The small community of Boone's Hollow is suspicious of outsiders and steeped in superstitions that leave Addie feeling rejected and indignant. Although she finds an unexpected friend in an elderly outcast, the other horseback librarians scorn her determination to befriend Nanny Fay.
Emmett Tharp grew up in the tiny mountain hamlet where most men either work in the coal mine or run moonshine. He's the first in the community to earn a college degree, and he has big dreams, but witnesses the Depression robbing many young men of their future.
Then someone sets out to sabotage the library program, going so far as to destroy Addie's novel in progress. Will the saboteur chase Addie and the other librarians away, or will knowledge emerge victorious over prejudice? Is Emmett the local ally that Addie needs--and might their friendship lead to something more?
This is the first volume in “The Librarian of Boone’s Hollow” series.
The War Librarian by Addison Armstrong
Two women. One secret. A truth worth fighting for.
1918. Timid and shy Emmaline Balakin lives more in books than her own life. That is, until an envelope crosses her desk at the Dead Letter Office bearing a name from her past, and Emmaline decides to finally embark on an adventure of her own--as a volunteer librarian on the frontlines in France. But when a romance blooms as she secretly participates in a book club for censored books, Emmaline will need to find more courage within herself than she ever thought possible in order to survive.

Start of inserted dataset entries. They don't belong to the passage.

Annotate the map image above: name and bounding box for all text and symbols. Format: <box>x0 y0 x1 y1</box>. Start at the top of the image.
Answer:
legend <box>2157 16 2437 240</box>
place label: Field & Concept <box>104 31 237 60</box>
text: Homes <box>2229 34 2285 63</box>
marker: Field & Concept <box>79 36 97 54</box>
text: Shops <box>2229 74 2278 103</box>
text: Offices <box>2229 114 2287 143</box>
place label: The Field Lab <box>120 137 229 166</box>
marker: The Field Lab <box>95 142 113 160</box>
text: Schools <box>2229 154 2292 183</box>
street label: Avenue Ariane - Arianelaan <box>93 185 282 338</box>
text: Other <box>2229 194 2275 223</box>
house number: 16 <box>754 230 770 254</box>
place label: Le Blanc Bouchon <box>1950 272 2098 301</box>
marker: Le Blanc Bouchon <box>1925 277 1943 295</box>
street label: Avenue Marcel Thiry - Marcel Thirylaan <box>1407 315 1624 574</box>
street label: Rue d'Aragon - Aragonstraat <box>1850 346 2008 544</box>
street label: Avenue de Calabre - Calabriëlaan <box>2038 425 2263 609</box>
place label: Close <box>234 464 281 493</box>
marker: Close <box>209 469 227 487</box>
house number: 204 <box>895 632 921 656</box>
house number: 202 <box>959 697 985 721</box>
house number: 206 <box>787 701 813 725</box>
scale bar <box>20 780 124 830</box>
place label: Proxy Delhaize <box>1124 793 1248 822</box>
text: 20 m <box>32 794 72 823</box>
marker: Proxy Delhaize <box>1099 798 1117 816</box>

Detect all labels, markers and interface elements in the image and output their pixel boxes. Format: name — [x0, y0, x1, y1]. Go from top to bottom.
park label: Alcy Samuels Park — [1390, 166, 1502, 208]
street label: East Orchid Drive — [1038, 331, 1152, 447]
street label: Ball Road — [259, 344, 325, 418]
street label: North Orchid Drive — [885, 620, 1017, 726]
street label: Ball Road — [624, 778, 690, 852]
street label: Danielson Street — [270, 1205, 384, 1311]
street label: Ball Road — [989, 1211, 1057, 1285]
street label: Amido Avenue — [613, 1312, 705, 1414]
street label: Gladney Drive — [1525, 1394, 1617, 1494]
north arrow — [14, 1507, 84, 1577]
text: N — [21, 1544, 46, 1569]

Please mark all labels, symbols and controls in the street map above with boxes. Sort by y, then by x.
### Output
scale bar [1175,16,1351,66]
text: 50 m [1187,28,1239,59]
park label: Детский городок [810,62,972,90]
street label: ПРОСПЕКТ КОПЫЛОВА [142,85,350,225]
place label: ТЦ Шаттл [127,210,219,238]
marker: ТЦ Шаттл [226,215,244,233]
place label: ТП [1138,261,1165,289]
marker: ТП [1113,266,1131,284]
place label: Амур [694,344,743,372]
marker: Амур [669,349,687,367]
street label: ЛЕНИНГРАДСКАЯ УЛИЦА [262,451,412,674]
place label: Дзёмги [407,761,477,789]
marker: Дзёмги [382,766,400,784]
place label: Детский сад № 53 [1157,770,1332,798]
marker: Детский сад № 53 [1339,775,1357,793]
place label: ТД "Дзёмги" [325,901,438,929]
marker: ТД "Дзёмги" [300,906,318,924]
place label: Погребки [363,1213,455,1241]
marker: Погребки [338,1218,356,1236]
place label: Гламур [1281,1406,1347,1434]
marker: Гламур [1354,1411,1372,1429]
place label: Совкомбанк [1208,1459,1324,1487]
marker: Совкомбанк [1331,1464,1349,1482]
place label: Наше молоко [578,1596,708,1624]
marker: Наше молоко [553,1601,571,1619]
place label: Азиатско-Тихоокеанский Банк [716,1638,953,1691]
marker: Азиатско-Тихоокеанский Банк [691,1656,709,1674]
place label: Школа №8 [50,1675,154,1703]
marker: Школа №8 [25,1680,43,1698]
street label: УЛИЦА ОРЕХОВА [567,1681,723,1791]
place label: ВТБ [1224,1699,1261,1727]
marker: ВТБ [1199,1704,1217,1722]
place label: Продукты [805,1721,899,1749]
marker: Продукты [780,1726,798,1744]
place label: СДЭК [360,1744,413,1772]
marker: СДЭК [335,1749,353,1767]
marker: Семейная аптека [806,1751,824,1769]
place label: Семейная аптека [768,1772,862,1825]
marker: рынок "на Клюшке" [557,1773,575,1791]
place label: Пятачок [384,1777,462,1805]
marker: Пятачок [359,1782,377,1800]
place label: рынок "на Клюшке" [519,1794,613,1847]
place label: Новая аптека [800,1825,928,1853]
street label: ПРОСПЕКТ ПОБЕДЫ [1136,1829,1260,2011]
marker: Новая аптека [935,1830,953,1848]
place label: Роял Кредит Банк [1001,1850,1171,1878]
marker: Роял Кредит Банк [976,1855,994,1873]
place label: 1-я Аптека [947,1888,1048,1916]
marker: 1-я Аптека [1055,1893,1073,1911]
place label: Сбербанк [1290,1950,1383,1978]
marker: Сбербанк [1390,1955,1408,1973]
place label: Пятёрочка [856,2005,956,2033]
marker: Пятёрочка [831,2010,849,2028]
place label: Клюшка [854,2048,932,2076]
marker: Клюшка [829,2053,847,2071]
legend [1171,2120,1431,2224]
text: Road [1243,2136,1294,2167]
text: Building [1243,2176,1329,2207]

1976. Kathleen Carre is eager to prove to herself and to her nana that she deserves her acceptance into the first coed class at the United States Naval Academy. But not everyone wants female midshipmen at the Academy, and after tragedy strikes close to home, Kathleen becomes a target. To protect herself, Kathleen must learn to trust others even as she discovers a secret that could be her undoing.
The Librarian Spy by Madeline Martin
Ava thought her job as a librarian at the Library of Congress would mean a quiet, routine existence. But an unexpected offer from the US military has brought her to Lisbon with a new mission: posing as a librarian while working undercover as a spy gathering intelligence.
Meanwhile, in occupied France, Elaine has begun an apprenticeship at a printing press run by members of the Resistance. It’s a job usually reserved for men, but in the war, those rules have been forgotten. Yet she knows that the Nazis are searching for the press and its printer in order to silence them.
As the battle in Europe rages, Ava and Elaine find themselves connecting through coded messages and discovering hope in the face of war.
The Librarian of Auschwitz by Antonio Iturbe
Fourteen-year-old Dita is one of the many imprisoned by the Nazis at Auschwitz. Taken, along with her mother and father, from the Terezín ghetto in Prague, Dita is adjusting to the constant terror that is life in the camp. When Jewish leader Freddy Hirsch asks Dita to take charge of the eight precious volumes the prisoners have managed to sneak past the guards, she agrees. And so Dita becomes the librarian of Auschwitz.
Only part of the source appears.